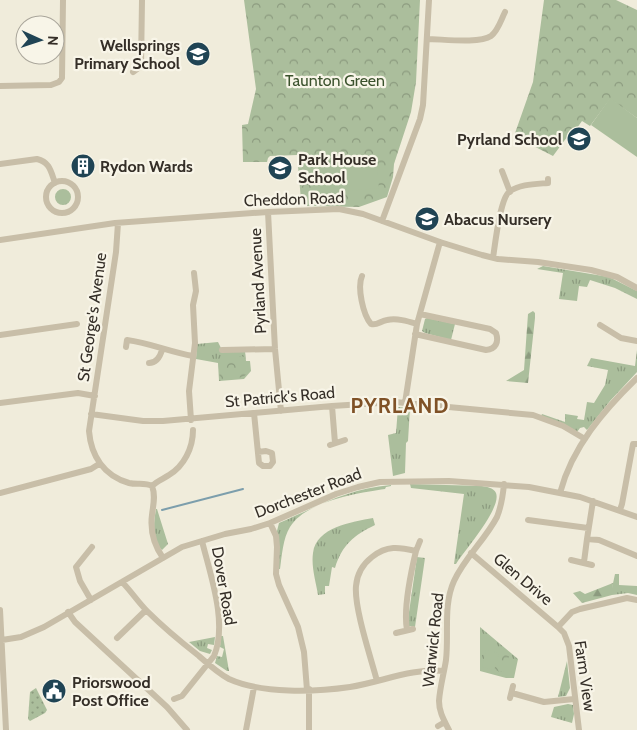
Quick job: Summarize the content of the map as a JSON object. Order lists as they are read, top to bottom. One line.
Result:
{"streets":{"street":["Cheddon Road","Pyrland Avenue","St George's Avenue","St Patrick's Road","Dorchester Road","Glen Drive","Dover Road","Warwick Road","Farm View"]},"crossings":[["Cheddon Road","Pyrland Avenue"],["Cheddon Road","St George's Avenue"],["Pyrland Avenue","St Patrick's Road"],["St George's Avenue","St Patrick's Road"],["Dorchester Road","Dover Road"],["Dorchester Road","Warwick Road"],["Glen Drive","Warwick Road"],["Glen Drive","Farm View"]],"districts":["PYRLAND"],"parks":["Taunton Green"],"places":{"school or university":["Wellsprings Primary School","Pyrland School","Park House School","Abacus Nursery"],"building":["Rydon Wards"],"public building":["Priorswood Post Office"]},"north":"right"}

------------------------------------

# [Task instructions]
Reproduce the data word for word, excluding its pictures.

# [Exercise solution]
Quick job: Summarize the content of the map as a JSON object. Order lists as they are read, top to bottom. One line.
Result:
{"streets":{"street":["Cheddon Road","Pyrland Avenue","St George's Avenue","St Patrick's Road","Dorchester Road","Glen Drive","Dover Road","Warwick Road","Farm View"]},"crossings":[["Cheddon Road","Pyrland Avenue"],["Cheddon Road","St George's Avenue"],["Pyrland Avenue","St Patrick's Road"],["St George's Avenue","St Patrick's Road"],["Dorchester Road","Dover Road"],["Dorchester Road","Warwick Road"],["Glen Drive","Warwick Road"],["Glen Drive","Farm View"]],"districts":["PYRLAND"],"parks":["Taunton Green"],"places":{"school or university":["Wellsprings Primary School","Pyrland School","Park House School","Abacus Nursery"],"building":["Rydon Wards"],"public building":["Priorswood Post Office"]},"north":"right"}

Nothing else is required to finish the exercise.